«Как вы относитесь к творчеству Роберта Рождественского?»
Он мне нравился в детстве, а сейчас я плохо к нему отношусь. Мне грех это говорить. Он человек был хороший, трогательный по-своему был человек. Знаете, по дочерям его очень видно, что он был человек хороший, и по жене его, Алле Киреевой. Он был добрый, но в стихах его ужасное количество демагогии, и по-настоящему хороших стихов у него мало. Но они были, штук 20–30 я бы набрал, и даже наизусть бы кое-что вспомнил.
Я очень хорошо помню, как Лёня Филатов, Леонид Алексеевич, большой мой друг старший, читал мне… Уже больной Филатов, уже через многое прошедший. Правда, он в последние-то годы выздоравливал. Когда почку пересадили, он стал почти прежним. И я помню, как больной-больной, с трудом садящийся на постели после операции Филатов, очень изменившийся, очень исхудавший, мне читал:
Тихо летят паутинные нити.
Солнце горит на оконном стекле.
Что-то я делал не так;
Извините:
Жил я впервые на этой земле.
Я её только теперь ощущаю.
К ней припадаю.
И ею клянусь…
И по-другому прожить обещаю.
Если вернусь…
Но ведь я не вернусь.
Понимаете, он читал это с такой великолепной иронией по отношению к собственному разбитому состоянию (в нём это было), что это идеально совпадало с содержанием этих стихов — иронических и трагических. И вообще так, как читал стихи Филатов, никто больше не умел! А когда это ещё совпадало с наполовину запредельным его состоянием, он как бы читал это уже оттуда… Помнится, я говорю: «Лёня, просто вы какой-то необыкновенный». А он всё не мог понять, что меня так восхищает, потому что для него это было всё довольно естественно. И вообще, надо сказать, Филатов как поэт был лучше Рождественского. Кстати говоря, какая гениальная у него была пародия на Рождественского! Очень любящая, очень точная:
Может, это прозвучит
Резко,
Может, это прозвучит
Дерзко.
Но в театры я хожу
Редко,
А Таганку не люблю
С детства.
Вспоминается такой
Казус,
Вспоминается такой
Случай:
Подхожу я как-то раз
К кассе,
Эдак скромно, как простой
Слуцкий.
Я не буду это всё целиком читать, хотя помню. Это было гениально! И вообще вот выпало мне счастье знать Филатова и слушать, как он читает, разговаривает, смотреть, как он героически живёт.
«Не могли бы вы сделать лекцию о Янке Дягилевой?»

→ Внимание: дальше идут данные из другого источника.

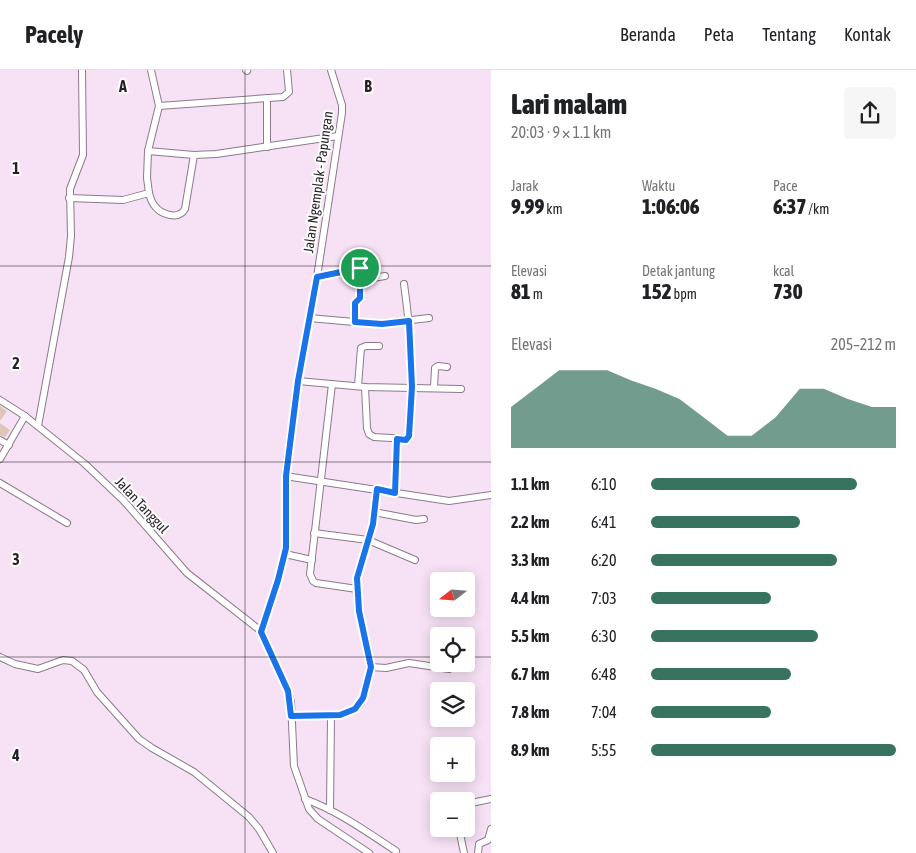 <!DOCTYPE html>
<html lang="id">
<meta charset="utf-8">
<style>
body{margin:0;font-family:"Asap Condensed",sans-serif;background:#f6f6f6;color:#202124;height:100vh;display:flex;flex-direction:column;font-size:19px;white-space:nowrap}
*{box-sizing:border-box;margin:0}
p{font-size:16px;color:#757577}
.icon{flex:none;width:28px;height:28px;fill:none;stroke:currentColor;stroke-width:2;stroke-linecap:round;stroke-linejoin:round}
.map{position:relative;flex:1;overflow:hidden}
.sheet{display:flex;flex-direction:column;background:#fff;width:425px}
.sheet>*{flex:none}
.needle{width:32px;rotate:253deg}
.controls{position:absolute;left:430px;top:502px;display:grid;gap:10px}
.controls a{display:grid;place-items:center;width:45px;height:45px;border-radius:5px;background:#fff;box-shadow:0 2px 12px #0003;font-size:25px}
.pin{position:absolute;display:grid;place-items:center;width:42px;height:42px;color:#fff;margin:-21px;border:2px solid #fff;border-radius:50%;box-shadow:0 1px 5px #0007}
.round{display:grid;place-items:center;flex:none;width:52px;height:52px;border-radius:5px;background:#f6f6f6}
.headline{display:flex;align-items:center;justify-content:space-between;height:85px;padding:0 20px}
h1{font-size:28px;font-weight:800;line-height:38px}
.figures{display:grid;grid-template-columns:repeat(3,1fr);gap:8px;height:85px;padding:5px 20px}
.figures div{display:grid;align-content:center}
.figures b{font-size:21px;font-weight:800}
.figures small{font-size:14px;font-weight:400}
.figures p{font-size:14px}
.chart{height:140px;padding:10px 20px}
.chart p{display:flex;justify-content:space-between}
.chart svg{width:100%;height:90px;margin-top:5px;fill:#37735e;opacity:.7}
ul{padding:0 20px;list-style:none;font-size:16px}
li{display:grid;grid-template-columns:80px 60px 1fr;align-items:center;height:38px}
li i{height:12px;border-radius:6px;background:#37735e}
header{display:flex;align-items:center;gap:30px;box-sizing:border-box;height:70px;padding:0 25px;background:#fff;border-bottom:1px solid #e0e0e0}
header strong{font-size:24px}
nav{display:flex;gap:28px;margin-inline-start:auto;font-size:18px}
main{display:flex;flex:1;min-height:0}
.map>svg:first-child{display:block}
.building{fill:#dfc6b9}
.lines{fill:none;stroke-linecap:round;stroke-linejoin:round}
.minor-casing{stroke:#8c7a8b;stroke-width:8}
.minor{stroke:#fff;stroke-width:6}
.route-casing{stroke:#fff;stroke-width:10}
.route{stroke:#1a73e8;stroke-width:6}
.grid{fill:none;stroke:#261f26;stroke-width:1;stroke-opacity:0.55}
.labels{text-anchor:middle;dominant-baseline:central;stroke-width:4;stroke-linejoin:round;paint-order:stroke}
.street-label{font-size:14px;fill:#261f26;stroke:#fff}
.grid-label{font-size:16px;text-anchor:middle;font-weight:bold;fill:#261f26;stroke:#fff;stroke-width:4;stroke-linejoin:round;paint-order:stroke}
</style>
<header>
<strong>Pacely</strong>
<nav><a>Beranda</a><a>Peta</a><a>Tentang</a><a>Kontak</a></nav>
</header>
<main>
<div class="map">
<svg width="491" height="783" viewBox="0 0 491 783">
<rect width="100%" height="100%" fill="#f7e2f5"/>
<g class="building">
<polygon points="0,336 7,341 0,351"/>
<polygon points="0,353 10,360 5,367 0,365"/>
</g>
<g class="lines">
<defs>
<g id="minor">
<polyline points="246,0 247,1"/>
<polyline points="331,0 342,35 342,43 317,207 298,311 285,406 286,478 278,510 261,561 288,621 291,632 294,696 309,739 318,749 369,783"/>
<polyline points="159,36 283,27 289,22 287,0"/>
<polyline points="267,77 267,28"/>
<polyline points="148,81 159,36 151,0"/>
<polyline points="149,123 147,108 148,81 194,85 216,84 338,66"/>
<path d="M69,128L123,130L149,123C150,127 151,131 154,135C160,144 178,151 185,139L194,85"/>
<polyline points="317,207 360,198 360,210 385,206"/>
<polyline points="309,248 377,254 429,248"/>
<polyline points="355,252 355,233 360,228 360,210"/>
<polyline points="298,311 365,317 461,319"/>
<polyline points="332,314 310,504 313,511 316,513 357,519"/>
<polyline points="358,316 361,278 366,276 379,276"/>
<path d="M365,317L367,358L369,364L374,367L408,369C411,359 410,348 411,338C413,296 410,256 404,214"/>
<polyline points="434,318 435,298 438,296 447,297"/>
<polyline points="0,330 25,346 85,394 123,430 187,503 261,561"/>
<polyline points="38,356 69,187 71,166 70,119 83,85 82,0"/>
<polyline points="0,370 9,375"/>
<polyline points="0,389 25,346"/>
<polyline points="285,406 449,431 491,425"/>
<polyline points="0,413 67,453"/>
<polyline points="395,423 397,369"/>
<polyline points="374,442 416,450 424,449"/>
<polyline points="314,463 368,470 415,490"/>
<polyline points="285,484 312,490"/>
<polyline points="0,587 15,594 38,599 63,590 72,591 84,600 97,622 139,669 152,678 194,702 249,747 259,759 273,783"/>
<polyline points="371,597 386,598 409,593 449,599"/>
<polyline points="291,645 331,646 340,645 355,639 361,633 363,627 371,597 359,541 357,508 373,454 377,419"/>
<path d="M305,729C338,741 367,762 396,781"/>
<polyline points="466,734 491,729"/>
<polyline points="330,740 331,646"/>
<polyline points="459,759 464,783"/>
<polyline points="478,783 479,774 488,770 491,759"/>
</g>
</defs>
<use href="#minor" class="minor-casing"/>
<use href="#minor" class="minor"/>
</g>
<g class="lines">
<defs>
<polygon id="route" points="360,198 360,228 355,233 355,252 382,254 409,251 412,317 409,366 406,370 397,369 395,423 377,419 373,454 357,508 359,541 371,597 363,628 355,639 340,645 291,646 288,621 261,562 278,510 286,478 286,406 298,311 317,207"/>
</defs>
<use href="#route" class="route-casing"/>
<use href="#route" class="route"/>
</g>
<path class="grid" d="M245,0V783M0,196H491M0,392H491M0,587H439M466,587H491"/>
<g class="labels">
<g class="street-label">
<text transform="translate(318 112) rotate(-82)">Jalan Ngemplak - Papungan</text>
<text transform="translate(142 435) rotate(47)">Jalan Tanggul</text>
</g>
</g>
<g class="grid-label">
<text x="123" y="22">A</text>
<text x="368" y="22">B</text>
<text x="16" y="104">1</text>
<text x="16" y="299">2</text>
<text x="16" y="495">3</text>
<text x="16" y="691">4</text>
</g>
</svg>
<div class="controls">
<a><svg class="needle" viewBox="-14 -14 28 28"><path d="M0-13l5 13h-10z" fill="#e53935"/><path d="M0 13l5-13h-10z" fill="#757577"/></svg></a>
<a><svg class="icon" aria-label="locate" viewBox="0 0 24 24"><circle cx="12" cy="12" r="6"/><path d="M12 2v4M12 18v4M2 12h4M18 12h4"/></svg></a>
<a><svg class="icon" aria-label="layers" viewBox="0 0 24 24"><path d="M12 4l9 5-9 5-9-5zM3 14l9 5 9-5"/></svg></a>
<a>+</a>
<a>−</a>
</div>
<div class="pin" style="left:360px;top:198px;background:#1e9e55"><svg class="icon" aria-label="arrive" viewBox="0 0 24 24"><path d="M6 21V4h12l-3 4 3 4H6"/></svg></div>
</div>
<section class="sheet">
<div class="headline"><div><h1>Lari malam</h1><p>20:03 · 9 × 1.1 km</p></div><a class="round"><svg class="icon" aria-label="share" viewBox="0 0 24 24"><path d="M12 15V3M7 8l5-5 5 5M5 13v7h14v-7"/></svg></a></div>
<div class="figures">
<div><p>Jarak</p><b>9.99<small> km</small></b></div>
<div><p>Waktu</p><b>1:06:06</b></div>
<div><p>Pace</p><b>6:37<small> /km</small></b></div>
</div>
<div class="figures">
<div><p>Elevasi</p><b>81<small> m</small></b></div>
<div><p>Detak jantung</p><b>152<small> bpm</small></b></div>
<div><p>kcal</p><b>730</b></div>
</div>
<div class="chart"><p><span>Elevasi</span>205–212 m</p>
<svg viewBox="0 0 160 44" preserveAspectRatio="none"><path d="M0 44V24L10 15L20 6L30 6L40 6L50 11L60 15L70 20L80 29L90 38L100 38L110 29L120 15L130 15L140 20L150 24L160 24V44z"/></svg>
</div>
<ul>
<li><b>1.1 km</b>6:10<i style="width:84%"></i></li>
<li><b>2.2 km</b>6:41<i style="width:61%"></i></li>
<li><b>3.3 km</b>6:20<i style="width:76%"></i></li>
<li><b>4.4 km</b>7:03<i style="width:49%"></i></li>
<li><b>5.5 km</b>6:30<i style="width:68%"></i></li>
<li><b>6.7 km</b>6:48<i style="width:57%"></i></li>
<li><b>7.8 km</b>7:04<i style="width:49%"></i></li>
<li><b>8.9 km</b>5:55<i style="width:100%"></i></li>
</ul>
</section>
</main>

Вы знаете, я не настолько знаю Янку. Я сделать-то могу эту лекцию, и я поговорю о ней с удовольствием, но вам не понравится, потому что я-то вижу в ней не святую, а я вижу в ней жертву во многих отношениях и человека очень трагического. Но, конечно, я считаю, что «По трамвайным рельсам» — это лучшая песня 80-х годов (ну, наряду с некоторыми текстами БГ). Боюсь, что вам не понравится, но я попробую.
«Развейте сомнения. Окончание вашей баллады «Тень» — отсылка к Мандельштаму?»

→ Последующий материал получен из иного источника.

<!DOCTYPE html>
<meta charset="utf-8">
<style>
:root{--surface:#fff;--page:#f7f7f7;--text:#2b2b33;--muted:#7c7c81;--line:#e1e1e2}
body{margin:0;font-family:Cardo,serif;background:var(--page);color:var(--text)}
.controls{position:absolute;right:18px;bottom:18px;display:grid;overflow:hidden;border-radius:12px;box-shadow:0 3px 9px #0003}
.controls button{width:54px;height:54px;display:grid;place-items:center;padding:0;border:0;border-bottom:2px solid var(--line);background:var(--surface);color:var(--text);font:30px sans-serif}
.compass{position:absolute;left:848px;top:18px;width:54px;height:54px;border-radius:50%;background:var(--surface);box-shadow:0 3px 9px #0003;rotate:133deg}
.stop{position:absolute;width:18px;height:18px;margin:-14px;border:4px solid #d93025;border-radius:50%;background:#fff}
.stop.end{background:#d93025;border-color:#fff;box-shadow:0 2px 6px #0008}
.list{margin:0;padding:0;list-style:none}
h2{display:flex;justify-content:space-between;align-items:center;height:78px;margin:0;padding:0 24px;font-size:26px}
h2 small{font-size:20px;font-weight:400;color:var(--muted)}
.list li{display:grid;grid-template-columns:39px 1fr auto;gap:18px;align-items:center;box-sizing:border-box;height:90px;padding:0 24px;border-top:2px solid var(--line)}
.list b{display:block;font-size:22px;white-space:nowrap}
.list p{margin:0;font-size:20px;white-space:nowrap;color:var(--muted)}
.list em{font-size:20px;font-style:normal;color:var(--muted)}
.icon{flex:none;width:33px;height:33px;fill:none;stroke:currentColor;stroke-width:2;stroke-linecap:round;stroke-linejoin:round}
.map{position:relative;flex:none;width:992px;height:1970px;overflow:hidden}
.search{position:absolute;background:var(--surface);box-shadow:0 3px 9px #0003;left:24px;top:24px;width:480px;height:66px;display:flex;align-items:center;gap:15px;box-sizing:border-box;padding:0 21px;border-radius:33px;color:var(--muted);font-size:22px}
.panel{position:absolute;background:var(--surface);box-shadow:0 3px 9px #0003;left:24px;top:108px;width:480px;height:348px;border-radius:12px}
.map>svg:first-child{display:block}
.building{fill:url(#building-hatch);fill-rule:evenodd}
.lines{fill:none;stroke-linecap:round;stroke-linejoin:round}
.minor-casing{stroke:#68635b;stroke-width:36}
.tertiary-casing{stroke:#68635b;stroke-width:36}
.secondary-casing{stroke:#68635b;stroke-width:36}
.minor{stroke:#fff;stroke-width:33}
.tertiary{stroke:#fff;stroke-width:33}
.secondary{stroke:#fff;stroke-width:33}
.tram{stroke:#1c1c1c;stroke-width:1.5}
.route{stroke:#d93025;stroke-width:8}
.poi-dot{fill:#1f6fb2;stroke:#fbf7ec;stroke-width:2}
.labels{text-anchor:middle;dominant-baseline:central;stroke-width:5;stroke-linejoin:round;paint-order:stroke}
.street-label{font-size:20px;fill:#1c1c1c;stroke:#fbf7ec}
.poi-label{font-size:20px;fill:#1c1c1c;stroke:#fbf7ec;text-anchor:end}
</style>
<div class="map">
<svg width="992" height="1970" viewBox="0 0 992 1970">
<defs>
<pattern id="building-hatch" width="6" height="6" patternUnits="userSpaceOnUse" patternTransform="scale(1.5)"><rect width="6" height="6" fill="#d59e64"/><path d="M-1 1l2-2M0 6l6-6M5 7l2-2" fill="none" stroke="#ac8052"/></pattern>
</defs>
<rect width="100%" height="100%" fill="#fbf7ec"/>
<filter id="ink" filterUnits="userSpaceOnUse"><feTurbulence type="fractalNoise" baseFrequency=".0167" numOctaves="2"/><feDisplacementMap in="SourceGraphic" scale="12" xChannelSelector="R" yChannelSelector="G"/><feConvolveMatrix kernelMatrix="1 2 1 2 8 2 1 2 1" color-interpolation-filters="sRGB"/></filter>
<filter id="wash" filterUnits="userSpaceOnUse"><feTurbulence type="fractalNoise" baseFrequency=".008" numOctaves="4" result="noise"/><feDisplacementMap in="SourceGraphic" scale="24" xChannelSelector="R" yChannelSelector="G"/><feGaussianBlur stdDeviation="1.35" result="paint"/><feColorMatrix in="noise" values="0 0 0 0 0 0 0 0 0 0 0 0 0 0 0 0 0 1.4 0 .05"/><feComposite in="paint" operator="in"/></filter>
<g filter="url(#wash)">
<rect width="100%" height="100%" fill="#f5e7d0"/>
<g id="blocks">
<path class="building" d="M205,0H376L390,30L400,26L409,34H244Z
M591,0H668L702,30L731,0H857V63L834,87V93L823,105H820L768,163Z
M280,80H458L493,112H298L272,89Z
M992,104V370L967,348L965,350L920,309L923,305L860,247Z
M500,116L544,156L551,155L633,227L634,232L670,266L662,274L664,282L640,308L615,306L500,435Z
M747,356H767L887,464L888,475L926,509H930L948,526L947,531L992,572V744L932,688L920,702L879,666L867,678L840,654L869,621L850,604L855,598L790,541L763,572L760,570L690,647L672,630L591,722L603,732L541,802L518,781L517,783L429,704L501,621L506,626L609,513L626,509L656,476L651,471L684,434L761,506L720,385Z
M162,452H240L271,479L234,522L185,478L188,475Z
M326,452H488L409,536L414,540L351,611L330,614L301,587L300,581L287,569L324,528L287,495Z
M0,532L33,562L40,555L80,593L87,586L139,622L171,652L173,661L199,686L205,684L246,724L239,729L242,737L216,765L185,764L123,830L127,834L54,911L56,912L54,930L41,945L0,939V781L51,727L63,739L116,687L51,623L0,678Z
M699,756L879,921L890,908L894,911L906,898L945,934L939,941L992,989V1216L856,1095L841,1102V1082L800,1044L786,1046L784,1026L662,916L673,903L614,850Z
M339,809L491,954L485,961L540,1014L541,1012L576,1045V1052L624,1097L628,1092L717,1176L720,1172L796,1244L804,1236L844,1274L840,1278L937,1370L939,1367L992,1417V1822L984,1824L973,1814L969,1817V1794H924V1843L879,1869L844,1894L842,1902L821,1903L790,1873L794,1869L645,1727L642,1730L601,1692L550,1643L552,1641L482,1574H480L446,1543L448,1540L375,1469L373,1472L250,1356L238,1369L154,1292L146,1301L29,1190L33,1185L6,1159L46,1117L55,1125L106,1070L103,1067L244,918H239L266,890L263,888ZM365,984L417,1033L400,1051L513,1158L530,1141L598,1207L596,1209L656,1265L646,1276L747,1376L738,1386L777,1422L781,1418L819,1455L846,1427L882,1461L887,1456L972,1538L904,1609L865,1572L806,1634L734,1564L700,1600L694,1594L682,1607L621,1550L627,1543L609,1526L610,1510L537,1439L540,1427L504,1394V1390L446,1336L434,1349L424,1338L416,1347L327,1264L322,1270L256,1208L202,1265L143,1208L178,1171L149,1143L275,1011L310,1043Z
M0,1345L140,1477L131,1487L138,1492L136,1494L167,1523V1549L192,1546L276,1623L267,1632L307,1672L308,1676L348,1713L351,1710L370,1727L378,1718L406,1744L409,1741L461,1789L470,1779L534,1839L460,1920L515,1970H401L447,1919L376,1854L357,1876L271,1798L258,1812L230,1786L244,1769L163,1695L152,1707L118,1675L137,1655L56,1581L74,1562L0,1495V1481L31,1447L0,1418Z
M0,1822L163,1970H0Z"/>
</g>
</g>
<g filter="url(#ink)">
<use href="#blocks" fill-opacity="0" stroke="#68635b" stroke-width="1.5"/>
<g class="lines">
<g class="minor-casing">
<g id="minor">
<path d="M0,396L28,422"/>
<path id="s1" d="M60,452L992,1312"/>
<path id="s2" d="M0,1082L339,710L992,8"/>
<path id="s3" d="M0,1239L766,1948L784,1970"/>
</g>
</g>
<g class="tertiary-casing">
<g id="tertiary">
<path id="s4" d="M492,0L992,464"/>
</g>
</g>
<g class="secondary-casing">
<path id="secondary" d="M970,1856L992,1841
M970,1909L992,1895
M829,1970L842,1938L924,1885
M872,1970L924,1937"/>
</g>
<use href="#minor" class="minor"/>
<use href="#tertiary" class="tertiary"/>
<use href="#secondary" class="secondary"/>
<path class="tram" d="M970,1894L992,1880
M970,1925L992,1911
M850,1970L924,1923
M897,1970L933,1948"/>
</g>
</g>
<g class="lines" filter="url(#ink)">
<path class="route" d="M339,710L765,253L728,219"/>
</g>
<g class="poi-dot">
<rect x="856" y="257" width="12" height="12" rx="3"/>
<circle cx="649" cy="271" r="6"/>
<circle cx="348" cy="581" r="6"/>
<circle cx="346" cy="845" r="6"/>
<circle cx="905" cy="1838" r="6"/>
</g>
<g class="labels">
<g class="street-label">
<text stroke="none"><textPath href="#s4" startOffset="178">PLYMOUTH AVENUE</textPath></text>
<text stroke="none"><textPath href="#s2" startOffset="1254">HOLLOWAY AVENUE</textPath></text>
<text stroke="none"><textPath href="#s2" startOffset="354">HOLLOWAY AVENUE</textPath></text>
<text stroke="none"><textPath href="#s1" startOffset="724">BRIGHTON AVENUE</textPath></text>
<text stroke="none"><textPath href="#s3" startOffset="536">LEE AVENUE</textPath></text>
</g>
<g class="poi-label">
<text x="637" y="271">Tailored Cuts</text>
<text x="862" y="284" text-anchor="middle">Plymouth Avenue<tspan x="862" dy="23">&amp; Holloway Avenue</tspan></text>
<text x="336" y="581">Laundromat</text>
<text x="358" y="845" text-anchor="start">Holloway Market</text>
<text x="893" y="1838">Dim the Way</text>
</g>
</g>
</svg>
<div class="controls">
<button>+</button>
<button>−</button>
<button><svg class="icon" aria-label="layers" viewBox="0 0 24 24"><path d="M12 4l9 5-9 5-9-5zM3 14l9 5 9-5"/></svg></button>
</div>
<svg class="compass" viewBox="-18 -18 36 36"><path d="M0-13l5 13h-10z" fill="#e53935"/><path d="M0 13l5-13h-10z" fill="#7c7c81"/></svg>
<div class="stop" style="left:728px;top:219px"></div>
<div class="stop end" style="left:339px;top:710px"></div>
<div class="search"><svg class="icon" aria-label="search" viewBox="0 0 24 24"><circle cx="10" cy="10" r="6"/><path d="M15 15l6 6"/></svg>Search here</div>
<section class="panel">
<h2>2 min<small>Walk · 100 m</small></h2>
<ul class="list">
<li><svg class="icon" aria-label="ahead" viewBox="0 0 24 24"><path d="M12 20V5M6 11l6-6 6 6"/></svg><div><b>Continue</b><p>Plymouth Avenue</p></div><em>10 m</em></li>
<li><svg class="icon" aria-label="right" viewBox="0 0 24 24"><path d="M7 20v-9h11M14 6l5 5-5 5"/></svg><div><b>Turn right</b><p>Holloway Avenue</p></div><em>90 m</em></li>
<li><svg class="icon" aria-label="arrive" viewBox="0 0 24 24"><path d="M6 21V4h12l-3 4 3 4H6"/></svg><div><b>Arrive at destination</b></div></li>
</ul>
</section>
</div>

Да, конечно. «Россия кончается Крымом» — это отсылка к »…где обрывается Россия // над морем чёрным и глухим». Пока это увидели два человека — Лада Панова и вы. Ну, Пановой положено, она специалист по Мандельштаму. Впрочем, может быть, вы тоже.
«Вы упомянули рассказ «Звезда Соломона». Я его прочитал и вот чего не понял, — спасибо, что прочитали. — Цвет несколько раз на протяжении рассказа задумывается, где он раньше видел Тоффеля, и не может вспомнить. К концу рассказа мне так и не стало ясно, где он его видел, или отчего лицо Тоффеля ему кажется знакомым».
Серёжа, спасибо вам за этот вопрос. Понимаете, это «банальность зла», как это называла Ханна Арендт. Лицо Тоффеля, лицо Сатаны (хотя он там не Сатана, а он один из подручных) — оно одно из многих, оно банальное, оно узнаваемое, оно стёрто. Вот эта бородка, эта визитка, эти колючие щёки, эти колючие глаза, эта неизменная вежливость, эти чёрные перчатки — мы его где-то видели! Мы всегда узнаём зло в лицо, но просто мы стараемся не вспоминать, потому что слишком уж это многого требует.